Scott Olsen said one of his father’s friends, Al Orsland, had told him that before Ennis hired him for the stadium job, he drove by a house where Mel Olsen was living to check on the lawn.
Olsen said his father was always meticulous in mowing the stadium, with a mower towed behind another vehicle. He took great care to mark the football and baseball fields. He said his father wasn’t happy about letting the Seagals, a former Everett High girls’ drill team, march on the field.
When Olsen retired in 1987, he told The Herald: “When I was young, I played ball in a sand lot with holes and dust all around. That was in the back of my mind when I would go out to prepare a field. I wanted to do the best job that I could.”
Described by his children as a humble man, he didn’t mention in that interview that he was part of a team now legendary in Everett football history. That game came after his duty as a Marine in World War II.

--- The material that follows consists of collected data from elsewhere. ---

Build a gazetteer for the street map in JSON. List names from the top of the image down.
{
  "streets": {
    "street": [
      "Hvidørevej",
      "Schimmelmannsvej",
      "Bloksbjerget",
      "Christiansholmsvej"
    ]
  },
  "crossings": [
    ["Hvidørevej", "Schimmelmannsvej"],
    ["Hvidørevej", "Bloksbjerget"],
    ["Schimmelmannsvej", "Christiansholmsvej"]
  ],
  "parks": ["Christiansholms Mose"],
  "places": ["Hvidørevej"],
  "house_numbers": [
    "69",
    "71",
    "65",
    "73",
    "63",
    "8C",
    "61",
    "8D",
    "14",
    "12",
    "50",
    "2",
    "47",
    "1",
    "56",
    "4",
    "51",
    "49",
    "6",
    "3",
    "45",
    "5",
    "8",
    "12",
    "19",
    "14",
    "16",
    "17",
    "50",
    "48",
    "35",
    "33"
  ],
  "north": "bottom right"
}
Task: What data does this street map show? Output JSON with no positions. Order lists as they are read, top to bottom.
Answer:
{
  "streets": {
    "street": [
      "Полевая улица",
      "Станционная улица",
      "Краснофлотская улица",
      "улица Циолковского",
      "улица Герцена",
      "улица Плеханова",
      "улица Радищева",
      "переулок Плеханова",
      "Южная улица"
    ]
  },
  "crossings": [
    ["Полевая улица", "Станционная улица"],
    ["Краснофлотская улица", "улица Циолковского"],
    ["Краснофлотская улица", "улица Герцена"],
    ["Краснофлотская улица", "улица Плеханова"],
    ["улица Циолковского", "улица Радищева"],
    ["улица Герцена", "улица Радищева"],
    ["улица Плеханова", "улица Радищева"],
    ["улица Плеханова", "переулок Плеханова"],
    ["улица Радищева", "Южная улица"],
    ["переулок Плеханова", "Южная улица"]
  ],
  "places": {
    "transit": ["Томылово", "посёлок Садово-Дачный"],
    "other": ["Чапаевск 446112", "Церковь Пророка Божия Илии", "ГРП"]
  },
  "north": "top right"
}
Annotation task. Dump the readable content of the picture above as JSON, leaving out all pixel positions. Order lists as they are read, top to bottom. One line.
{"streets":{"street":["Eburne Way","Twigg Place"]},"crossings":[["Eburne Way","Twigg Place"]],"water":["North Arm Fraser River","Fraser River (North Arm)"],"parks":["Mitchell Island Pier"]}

Olsen left Everett High before he graduated to enlist in the Marine Corps shortly after the start of the war. He served aboard the USS Indianapolis in the Pacific Theater.
Gallays said her father was ill and was sent back to San Francisco before the ship was torpedoed by a Japanese submarine on July 30, 1945. More than 800 men died in and after the attack, which sank the ship. About 300 survived.
Gallays said her father, one of about 20 Marines who had been aboard the Navy ship, rarely talked about the war. “He kept it in his heart,” she said. “He lost a lot of friends.”
Back in Everett after the war, Gallays said, “he married my mom and started the American dream.” He and his wife, Shirley, who died in 2000, were married 52 years. Shirley Olsen was a nurse who also helped her husband with the school district maintenance job.
Part of Olsen’s American dream was going to Everett Junior College on the GI Bill. He was a halfback on the 1947 Everett Junior College Trojans football team. One of his many nicknames, “Maul,” came from his style of play, Scott Olsen said.
In 2009, Herald sports writer Scott M. Johnson wrote a three-day series about the team, calling it “A tale of two battlefields” because so many players were young World War II veterans. The team’s undefeated season ended with an unexpected 18-6 win over the Santa Rosa Junior College Bear Cubs.
That miracle game was played in the brand new Everett Memorial Stadium, which was built on land purchased by the Everett Elks club and donated to the district in memory of those who went to war but didn’t come home.
After the glory of the college game, Olsen settled down in Everett and worked at the old Simpson Lee Paper Company before tiring of shift work and taking the school district job.
A longtime member of the Everett Elks Lodge, he was once Elk of the Year and played Santa at an annual Elks holiday party for disabled people. A member of the Everett Veterans of Foreign Wars, the American Legion, Sons of Norway and other organizations, Olsen was later active in senior exercise classes at the Everett Y.
When Olsen retired, one article dubbed him “Mr. Stadium.”
“He was a pretty special man,” Gallays said. “We just knew him as Dad.”
Julie Muhlstein: 425-339-3460, muhlstein@heraldnet.com.
Celebration of life
Friends of Melvin “Ole” Olsen are invited to a celebration of his life from 4 p.m. to 8 p.m. Saturday at the Everett Elks Lodge, 2802 Hoyt Ave. The event is a potluck. Olsen’s family also asks that friends bring memories to share.